George Schaller is a field zoologist with a lifelong passion for large animal studies in Alaska, Africa and Asia, especially Tibet. His travels and copious writings describe his valiant fight globally for animal rights and habitat conservation in the face of rampant encroachment, poaching, animal parts smuggling and pure greed.
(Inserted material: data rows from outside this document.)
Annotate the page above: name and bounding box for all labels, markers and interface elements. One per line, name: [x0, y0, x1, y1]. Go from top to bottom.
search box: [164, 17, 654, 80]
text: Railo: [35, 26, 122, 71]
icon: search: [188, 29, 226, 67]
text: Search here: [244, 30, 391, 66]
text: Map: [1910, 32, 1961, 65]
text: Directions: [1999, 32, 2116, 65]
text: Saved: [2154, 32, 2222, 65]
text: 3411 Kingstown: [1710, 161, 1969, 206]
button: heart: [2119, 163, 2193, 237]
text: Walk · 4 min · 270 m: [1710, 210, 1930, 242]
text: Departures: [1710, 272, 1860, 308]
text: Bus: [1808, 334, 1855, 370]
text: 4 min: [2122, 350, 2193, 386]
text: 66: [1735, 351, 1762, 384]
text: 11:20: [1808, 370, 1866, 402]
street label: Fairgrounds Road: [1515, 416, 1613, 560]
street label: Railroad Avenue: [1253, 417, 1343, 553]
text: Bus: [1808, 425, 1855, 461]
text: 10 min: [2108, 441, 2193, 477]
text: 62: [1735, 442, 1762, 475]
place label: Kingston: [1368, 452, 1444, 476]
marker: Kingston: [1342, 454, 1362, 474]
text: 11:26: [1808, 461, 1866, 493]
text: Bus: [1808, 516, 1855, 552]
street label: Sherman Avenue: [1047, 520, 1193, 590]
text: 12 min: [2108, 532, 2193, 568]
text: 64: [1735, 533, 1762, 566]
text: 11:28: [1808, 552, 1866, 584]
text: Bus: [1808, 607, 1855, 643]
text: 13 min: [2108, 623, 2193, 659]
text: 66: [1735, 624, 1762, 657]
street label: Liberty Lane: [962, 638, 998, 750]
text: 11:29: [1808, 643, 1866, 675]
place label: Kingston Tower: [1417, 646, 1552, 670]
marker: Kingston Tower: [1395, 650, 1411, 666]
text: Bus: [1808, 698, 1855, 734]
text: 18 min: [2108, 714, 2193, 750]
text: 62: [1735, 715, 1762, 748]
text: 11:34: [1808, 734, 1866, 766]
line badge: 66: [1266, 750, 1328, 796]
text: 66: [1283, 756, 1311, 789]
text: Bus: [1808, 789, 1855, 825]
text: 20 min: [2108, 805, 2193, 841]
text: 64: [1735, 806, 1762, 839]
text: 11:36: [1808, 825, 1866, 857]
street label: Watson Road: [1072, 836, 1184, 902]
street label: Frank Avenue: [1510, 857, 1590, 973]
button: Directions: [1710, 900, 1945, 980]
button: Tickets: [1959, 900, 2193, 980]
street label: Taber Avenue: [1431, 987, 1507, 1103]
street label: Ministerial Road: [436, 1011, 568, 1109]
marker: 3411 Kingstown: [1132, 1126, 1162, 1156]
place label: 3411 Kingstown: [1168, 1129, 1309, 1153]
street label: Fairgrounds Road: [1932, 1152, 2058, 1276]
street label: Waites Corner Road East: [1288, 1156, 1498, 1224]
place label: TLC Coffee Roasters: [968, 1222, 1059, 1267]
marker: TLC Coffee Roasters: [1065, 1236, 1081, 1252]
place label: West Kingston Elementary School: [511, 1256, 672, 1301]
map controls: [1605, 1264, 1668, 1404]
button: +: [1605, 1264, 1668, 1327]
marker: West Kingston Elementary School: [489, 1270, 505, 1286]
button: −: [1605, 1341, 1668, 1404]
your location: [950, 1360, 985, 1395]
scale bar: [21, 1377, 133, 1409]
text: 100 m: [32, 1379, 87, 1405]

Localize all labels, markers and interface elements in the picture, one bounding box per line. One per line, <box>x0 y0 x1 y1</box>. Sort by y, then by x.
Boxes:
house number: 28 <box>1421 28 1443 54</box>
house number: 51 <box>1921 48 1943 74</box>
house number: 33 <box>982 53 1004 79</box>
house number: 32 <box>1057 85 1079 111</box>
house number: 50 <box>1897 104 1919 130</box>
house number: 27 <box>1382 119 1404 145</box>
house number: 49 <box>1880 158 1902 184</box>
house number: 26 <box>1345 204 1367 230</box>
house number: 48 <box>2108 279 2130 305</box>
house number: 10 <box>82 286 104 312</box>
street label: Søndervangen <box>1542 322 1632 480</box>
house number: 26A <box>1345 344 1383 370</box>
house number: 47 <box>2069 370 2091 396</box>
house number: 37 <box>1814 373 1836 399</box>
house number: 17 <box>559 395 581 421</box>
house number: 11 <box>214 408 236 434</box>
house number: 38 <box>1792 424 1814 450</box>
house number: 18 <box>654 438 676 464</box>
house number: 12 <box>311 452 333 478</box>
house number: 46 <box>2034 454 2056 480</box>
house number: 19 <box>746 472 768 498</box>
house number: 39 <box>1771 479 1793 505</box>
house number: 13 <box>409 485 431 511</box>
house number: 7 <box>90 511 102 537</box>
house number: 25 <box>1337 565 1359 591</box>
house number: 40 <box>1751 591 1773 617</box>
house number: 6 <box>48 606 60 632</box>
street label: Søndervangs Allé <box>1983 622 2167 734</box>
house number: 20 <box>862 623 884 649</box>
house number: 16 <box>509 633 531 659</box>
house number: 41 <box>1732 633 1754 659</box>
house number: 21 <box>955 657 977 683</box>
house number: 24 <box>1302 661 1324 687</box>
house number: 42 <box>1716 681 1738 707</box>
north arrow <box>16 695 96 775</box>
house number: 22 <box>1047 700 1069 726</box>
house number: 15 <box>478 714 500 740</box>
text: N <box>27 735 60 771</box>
Schaller’s Tibet Wild: A Naturalist’s Journey on the Roof of the World  is essentially two books, as a scientific study interspersed with autobiography. Mostly it recounts his several decades on Tibet’s remote Chang Tang plateau researching vast herds of chiru (antelope), and wild yak, bear, Marco Polo sheep, snow leopards, and the tiny pika (prairie dog), which plays a critical role in the Tibetan ecosystem. He also describes studies done elsewhere on tigers, pandas and gorillas. Of equal interest, however, are Schaller’s personal ruminations on a career fully pursued in the wild.

Some readers may feel that parts of the book drag with lengthy, detailed observations while on long treks across the Tibetan wilderness. But for readers interested in how field studies are conducted, Schaller is a master at revealing the dedication necessary to understand the natural history of species, threats to survival, and the persistence necessary to protect them.